As primary care physician and medical journalist Celine Gounder, M.D., wrote in the New Yorker last week, she's not worried about losing work to less highly paid nonphysicians because there is more than enough work to go around.
There might even be too much work ahead for NPs to pick up the slack, according to a survey from Staff Care, the staffing arm the physician recruitment firm Merritt Hawkins.

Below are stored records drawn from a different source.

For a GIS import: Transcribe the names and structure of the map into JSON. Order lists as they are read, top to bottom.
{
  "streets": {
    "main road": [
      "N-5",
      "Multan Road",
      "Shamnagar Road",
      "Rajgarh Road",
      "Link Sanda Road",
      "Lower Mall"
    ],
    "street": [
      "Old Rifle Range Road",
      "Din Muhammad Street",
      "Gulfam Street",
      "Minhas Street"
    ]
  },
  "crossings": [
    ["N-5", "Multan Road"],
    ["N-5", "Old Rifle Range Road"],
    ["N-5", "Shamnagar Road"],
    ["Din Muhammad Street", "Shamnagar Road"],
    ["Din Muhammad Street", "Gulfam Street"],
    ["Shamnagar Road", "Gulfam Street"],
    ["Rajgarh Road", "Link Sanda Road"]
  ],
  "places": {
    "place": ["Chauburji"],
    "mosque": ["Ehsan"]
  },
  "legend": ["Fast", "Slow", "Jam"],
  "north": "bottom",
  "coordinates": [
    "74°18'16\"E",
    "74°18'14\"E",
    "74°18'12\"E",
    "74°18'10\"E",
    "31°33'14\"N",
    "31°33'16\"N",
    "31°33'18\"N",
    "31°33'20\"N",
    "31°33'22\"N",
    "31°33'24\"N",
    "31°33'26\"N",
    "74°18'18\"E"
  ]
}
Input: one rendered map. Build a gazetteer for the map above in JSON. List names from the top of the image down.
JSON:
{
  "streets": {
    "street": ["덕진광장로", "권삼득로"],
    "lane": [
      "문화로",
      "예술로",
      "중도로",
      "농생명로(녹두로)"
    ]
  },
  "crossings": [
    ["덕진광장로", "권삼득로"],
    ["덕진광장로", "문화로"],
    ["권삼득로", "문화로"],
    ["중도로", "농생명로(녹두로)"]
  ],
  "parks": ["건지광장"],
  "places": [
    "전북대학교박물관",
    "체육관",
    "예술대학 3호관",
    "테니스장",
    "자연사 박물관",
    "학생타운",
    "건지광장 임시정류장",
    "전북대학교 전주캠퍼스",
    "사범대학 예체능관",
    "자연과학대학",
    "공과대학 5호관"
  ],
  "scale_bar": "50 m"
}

Out of the 222 NPs surveyed at the American Association of Nurse Practitioners annual meeting, 81 percent said they are either overextended or are at full capacity, meaning they don't have time to see more patients or take on more duties.
Indeed, a previous survey from Merritt Hawkins found NPs and physician assistants were among the top 20 recruited specialties for the first time in the survey's 20-year history.
On a positive note, however, it seems that currently practicing NPs are making the most of being on top, with 99 percent reporting that they are optimistic about the future of their profession. Further, the Staff Care survey found that 96 percent said they would choose to be an NP again and 97 percent would recommend the career to others.
Dallas Business Journal blogger Bill Hethcock pointed out, however, that the less satisfied NPs may have skipped the meeting at which the survey was conducted. Nonetheless, these numbers are in stark contrast to a recent Physicians Practice survey suggesting that 40 percent of doctors would choose a different profession if they had the choice to make over.